Ferkans — Interactive Telecom Tutor

From a Stubborn $\log$ to a Tractable Bound

The obstacle in the previous section was precisely the logarithm of a sum. A classical trick in convex analysis — Jensen's inequality — transforms that $\log$ -sum into a sum of $\log$ 's, at the cost of a lower bound. The bound is tight when we choose the mixing distribution correctly, and this choice recovers exactly the posterior over latent variables. The resulting lower bound is called the Evidence Lower Bound, or ELBO, and it is the object that EM maximizes.

Theorem: Jensen's Inequality (for the Logarithm)

Let $q(\mathbf{z})$ be any probability density over the latent space such that $q(\mathbf{z}) > 0$ wherever $p(\mathbf{y},\mathbf{z};\boldsymbol{\theta}) > 0$ . Then $\log f(\mathbf{y};\boldsymbol{\theta}) \;\geq\; \int q(\mathbf{z}) \log \frac{p(\mathbf{y},\mathbf{z};\boldsymbol{\theta})}{q(\mathbf{z})}\,d\mathbf{z} \;=:\; \mathcal{F}(q,\boldsymbol{\theta}),$ with equality if and only if $q(\mathbf{z}) = p(\mathbf{z}\mid\mathbf{y};\boldsymbol{\theta})$ almost everywhere.

We rewrite the marginal as an expectation, then pull the (concave) log inside the expectation.

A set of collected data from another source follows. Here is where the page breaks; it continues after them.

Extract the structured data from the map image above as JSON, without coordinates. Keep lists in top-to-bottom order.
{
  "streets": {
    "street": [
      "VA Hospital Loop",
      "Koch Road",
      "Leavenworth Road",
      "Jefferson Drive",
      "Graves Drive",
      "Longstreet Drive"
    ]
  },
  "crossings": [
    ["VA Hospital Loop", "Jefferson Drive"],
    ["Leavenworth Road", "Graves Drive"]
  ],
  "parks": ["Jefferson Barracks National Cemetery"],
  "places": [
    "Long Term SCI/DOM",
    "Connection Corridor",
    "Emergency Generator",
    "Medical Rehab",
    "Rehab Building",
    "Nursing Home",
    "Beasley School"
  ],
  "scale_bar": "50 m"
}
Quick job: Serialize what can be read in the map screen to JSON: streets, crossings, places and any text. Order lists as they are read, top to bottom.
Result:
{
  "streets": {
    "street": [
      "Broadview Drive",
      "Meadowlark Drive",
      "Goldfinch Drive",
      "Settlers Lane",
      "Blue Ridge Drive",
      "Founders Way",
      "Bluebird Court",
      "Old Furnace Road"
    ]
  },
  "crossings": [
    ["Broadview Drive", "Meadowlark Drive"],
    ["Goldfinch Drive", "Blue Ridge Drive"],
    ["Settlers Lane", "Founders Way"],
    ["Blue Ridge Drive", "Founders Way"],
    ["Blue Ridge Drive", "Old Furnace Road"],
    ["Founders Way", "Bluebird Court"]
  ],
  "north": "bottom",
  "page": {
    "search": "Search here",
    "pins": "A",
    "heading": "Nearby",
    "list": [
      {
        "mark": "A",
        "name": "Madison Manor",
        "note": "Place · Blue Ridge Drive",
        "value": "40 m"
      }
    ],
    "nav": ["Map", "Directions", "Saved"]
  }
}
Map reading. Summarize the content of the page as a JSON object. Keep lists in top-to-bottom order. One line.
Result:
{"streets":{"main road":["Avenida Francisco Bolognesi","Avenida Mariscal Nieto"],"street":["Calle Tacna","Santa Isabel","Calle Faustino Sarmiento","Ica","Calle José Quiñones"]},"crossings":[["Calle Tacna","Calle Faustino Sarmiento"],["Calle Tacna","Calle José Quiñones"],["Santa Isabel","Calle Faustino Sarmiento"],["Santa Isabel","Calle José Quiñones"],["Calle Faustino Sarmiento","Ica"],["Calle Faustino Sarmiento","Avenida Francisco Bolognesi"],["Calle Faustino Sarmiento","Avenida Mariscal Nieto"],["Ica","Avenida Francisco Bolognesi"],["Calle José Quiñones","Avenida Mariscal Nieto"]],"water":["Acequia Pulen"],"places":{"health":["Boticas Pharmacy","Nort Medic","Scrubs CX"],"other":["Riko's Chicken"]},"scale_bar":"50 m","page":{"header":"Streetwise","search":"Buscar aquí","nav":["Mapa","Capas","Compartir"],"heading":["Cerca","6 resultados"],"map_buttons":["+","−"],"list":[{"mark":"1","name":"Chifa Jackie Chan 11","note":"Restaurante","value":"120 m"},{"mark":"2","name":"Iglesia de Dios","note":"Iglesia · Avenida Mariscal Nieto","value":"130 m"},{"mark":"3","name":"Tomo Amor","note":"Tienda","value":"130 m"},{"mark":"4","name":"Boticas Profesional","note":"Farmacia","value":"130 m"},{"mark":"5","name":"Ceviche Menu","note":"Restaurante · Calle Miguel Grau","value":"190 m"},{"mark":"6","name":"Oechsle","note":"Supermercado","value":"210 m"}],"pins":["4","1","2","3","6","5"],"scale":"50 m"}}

Because $\log$ is concave, the move costs us — but we can tune $q$ to make the gap zero.

Show Hint

Introduce $q(\mathbf{z})$ into the marginal via $\int \frac{q}{q} p(\mathbf{y},\mathbf{z};\boldsymbol{\theta})\,d\mathbf{z}$ .

Recognize the result as $\mathbb{E}_q[p(\mathbf{y},\mathbf{Z};\boldsymbol{\theta})/q(\mathbf{Z})]$ and apply concavity of $\log$ .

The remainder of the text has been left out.